* Excerpted data:
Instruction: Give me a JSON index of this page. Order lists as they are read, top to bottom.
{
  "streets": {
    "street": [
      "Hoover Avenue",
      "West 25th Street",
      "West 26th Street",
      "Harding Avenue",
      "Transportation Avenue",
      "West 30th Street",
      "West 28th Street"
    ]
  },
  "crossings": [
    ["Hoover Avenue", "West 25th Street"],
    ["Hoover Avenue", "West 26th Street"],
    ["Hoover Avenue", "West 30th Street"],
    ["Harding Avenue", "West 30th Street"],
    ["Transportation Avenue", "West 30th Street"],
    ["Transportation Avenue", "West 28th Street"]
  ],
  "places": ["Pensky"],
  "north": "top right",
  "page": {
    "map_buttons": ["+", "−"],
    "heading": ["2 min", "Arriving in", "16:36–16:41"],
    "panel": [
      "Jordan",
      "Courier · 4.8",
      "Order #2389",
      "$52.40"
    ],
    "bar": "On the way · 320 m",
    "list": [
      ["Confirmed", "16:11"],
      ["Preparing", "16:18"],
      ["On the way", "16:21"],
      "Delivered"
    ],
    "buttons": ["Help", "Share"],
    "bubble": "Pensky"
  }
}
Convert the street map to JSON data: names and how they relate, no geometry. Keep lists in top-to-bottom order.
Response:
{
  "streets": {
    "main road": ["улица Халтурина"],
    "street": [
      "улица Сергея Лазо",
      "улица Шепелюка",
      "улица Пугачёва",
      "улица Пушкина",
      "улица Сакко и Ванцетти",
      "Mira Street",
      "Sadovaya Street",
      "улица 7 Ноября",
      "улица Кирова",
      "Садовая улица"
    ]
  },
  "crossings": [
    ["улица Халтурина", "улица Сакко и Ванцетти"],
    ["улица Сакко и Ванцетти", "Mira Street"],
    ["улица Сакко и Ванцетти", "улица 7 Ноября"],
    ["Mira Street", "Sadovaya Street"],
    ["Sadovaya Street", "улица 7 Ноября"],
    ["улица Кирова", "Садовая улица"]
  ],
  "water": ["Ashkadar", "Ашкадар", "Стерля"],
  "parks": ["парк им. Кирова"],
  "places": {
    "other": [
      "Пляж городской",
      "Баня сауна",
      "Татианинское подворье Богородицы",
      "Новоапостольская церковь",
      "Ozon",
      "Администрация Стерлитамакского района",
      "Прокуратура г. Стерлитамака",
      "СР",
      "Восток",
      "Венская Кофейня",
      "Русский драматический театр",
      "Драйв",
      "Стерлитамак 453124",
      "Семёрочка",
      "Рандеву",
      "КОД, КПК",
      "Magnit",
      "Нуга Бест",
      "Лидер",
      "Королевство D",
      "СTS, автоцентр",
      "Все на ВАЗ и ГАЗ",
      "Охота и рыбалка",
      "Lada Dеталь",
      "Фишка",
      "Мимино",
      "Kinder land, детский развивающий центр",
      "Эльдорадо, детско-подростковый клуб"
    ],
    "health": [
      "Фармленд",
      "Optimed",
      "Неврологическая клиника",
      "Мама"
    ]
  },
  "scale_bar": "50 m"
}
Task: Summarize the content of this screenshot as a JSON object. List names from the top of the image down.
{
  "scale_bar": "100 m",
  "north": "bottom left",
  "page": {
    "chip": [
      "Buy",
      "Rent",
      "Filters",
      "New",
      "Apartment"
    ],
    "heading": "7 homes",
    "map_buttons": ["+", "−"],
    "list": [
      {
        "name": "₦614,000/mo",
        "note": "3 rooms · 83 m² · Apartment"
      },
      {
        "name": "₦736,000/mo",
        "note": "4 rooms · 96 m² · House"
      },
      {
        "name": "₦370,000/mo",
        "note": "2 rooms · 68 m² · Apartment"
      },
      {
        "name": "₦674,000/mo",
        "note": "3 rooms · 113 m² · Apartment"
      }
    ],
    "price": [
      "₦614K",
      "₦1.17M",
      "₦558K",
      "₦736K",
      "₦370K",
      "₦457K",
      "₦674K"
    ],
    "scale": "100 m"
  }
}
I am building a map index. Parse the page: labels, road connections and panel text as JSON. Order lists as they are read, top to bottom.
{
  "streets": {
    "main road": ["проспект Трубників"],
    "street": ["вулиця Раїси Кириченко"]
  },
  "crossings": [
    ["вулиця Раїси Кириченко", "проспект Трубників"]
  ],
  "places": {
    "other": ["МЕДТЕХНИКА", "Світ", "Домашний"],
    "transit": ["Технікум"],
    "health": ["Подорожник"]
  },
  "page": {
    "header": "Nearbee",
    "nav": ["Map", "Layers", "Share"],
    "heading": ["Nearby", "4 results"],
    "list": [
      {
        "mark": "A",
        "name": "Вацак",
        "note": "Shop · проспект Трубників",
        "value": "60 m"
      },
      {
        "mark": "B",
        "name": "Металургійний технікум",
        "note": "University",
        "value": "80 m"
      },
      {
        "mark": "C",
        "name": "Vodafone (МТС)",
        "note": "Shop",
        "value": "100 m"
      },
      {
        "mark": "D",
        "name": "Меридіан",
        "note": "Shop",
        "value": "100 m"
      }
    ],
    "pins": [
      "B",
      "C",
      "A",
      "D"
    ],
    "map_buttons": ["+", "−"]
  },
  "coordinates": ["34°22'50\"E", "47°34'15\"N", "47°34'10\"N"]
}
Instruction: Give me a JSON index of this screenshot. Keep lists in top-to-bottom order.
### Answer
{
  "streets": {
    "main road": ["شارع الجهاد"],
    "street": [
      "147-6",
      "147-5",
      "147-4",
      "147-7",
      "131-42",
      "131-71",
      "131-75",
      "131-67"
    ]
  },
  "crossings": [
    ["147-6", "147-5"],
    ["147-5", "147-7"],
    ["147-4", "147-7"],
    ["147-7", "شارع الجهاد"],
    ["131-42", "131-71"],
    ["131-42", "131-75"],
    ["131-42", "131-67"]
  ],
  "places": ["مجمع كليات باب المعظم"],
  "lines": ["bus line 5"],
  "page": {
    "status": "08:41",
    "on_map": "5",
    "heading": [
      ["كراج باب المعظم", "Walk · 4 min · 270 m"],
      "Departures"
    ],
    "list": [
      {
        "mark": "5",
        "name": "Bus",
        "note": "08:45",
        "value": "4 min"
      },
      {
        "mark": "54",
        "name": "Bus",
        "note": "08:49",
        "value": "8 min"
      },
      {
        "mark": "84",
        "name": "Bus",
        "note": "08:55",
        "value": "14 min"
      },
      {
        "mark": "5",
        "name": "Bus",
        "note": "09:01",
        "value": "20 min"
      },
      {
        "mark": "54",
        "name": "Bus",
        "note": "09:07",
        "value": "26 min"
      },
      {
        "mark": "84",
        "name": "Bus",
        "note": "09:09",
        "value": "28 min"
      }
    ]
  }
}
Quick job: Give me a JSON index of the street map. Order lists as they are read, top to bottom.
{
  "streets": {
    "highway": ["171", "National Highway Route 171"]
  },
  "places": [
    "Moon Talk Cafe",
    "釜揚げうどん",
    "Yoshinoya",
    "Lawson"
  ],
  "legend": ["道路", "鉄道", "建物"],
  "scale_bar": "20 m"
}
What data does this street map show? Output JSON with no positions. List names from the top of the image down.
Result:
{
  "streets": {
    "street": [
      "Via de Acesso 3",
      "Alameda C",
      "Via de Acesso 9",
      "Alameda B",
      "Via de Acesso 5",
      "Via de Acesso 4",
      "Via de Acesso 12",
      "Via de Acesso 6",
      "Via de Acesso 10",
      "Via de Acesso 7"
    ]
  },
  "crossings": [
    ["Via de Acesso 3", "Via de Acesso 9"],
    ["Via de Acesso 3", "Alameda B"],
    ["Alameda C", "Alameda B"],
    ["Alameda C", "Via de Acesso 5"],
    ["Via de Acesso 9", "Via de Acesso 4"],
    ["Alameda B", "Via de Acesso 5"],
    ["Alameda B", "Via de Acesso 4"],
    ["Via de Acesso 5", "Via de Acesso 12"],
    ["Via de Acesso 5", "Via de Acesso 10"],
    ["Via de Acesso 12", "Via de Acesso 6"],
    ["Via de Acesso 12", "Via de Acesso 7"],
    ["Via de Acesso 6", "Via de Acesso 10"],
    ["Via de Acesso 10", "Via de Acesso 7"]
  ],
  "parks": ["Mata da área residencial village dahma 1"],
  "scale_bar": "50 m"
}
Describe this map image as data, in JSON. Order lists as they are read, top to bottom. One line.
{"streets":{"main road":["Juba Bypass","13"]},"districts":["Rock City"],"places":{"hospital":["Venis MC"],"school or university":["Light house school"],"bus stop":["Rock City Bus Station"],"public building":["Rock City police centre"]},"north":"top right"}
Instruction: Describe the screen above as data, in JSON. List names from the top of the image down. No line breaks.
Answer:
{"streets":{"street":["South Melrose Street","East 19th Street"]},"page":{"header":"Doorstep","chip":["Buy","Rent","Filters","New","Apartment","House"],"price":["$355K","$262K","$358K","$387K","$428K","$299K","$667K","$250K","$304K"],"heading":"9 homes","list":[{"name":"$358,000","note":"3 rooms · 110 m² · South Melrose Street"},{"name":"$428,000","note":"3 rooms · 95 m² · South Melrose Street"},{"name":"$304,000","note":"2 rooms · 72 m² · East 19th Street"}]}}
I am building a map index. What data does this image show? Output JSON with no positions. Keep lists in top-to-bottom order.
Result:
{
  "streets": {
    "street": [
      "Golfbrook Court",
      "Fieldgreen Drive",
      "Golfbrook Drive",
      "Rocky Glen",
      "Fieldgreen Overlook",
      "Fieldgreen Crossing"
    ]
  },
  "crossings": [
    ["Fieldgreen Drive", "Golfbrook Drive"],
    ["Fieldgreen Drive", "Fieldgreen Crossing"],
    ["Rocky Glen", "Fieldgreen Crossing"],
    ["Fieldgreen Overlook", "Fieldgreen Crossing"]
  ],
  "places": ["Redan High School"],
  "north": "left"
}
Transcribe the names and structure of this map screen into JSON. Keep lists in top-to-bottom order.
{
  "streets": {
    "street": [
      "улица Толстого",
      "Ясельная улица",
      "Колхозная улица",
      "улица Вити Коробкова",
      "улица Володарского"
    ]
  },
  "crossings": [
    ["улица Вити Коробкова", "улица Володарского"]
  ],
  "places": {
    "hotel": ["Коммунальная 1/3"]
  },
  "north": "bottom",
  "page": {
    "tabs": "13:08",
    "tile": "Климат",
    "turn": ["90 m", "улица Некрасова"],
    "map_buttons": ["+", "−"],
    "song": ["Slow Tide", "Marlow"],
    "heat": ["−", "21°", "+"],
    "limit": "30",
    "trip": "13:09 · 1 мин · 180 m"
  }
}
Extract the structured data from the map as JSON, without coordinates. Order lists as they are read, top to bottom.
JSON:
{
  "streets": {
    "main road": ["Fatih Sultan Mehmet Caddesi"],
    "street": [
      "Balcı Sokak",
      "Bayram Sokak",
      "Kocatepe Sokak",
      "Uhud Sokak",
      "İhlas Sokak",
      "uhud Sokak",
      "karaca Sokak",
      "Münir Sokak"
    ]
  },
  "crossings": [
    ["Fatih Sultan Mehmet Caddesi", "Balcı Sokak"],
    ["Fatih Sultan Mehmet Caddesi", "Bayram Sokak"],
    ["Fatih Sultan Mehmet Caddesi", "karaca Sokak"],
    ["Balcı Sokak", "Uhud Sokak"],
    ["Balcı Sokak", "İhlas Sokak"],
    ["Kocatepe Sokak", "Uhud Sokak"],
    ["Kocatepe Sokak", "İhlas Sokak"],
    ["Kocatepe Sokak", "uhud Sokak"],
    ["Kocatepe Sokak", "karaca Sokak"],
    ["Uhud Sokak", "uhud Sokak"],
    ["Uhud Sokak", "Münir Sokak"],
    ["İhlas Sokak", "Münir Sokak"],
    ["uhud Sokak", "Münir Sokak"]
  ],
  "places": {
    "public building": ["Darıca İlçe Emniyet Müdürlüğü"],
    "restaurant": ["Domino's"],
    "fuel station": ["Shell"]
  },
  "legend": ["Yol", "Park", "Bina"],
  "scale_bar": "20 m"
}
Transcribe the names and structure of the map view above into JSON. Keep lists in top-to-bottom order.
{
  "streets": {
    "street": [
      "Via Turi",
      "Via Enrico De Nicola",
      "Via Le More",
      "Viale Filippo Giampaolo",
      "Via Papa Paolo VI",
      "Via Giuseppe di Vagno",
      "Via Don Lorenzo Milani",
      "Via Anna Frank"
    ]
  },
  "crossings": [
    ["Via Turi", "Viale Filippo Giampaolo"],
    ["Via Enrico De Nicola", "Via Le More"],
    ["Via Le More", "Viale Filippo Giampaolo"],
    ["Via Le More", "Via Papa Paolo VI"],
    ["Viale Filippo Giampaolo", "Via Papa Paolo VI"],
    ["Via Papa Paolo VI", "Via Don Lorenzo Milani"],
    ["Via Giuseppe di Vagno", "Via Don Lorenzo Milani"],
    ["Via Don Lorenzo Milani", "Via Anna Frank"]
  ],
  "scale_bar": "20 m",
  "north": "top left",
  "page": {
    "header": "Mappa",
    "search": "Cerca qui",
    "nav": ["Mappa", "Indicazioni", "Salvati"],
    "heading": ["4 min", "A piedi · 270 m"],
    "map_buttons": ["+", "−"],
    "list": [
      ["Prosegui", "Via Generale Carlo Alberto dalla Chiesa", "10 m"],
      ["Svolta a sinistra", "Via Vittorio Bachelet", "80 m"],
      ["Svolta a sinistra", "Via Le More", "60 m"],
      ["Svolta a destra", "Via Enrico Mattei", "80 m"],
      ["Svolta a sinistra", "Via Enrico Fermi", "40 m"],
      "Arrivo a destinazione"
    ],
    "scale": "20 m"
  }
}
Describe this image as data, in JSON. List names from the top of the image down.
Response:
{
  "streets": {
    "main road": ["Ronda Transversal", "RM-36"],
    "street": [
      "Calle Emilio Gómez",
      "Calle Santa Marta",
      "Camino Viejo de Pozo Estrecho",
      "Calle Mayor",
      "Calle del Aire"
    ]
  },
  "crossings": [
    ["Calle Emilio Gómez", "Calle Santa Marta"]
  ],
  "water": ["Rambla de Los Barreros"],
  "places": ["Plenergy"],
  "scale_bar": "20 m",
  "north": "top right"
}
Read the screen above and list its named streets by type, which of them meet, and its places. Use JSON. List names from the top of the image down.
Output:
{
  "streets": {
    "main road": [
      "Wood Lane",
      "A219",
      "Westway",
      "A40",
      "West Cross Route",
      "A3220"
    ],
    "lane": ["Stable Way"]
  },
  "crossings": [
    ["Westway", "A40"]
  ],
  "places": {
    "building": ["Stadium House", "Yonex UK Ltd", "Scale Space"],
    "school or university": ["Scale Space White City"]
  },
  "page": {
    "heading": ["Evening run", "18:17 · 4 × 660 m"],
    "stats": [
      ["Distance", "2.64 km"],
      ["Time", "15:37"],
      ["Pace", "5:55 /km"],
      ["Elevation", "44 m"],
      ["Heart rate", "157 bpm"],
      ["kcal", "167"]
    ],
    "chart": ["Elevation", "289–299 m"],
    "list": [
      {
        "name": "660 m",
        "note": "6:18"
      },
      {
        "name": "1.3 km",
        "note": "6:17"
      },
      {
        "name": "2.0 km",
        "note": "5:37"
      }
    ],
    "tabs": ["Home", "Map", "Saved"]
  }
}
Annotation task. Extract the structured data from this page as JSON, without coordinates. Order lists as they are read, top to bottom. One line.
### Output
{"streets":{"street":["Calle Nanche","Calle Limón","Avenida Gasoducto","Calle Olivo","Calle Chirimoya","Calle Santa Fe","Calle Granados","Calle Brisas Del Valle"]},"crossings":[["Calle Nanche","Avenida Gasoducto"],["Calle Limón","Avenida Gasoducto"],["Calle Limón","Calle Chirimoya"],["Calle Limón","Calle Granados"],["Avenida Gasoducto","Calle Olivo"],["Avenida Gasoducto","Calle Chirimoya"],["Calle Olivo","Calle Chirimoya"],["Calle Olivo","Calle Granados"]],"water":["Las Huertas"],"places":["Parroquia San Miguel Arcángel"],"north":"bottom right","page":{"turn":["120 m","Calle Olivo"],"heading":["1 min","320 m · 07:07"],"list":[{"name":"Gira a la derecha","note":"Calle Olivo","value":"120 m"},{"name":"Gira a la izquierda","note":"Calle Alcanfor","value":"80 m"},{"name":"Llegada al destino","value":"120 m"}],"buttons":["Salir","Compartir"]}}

* Work to be completed:
Once you have identified the lines above that contain "الجهاد", copy each of them.

* Task output:
    "main road": ["شارع الجهاد"],
    ["147-7", "شارع الجهاد"],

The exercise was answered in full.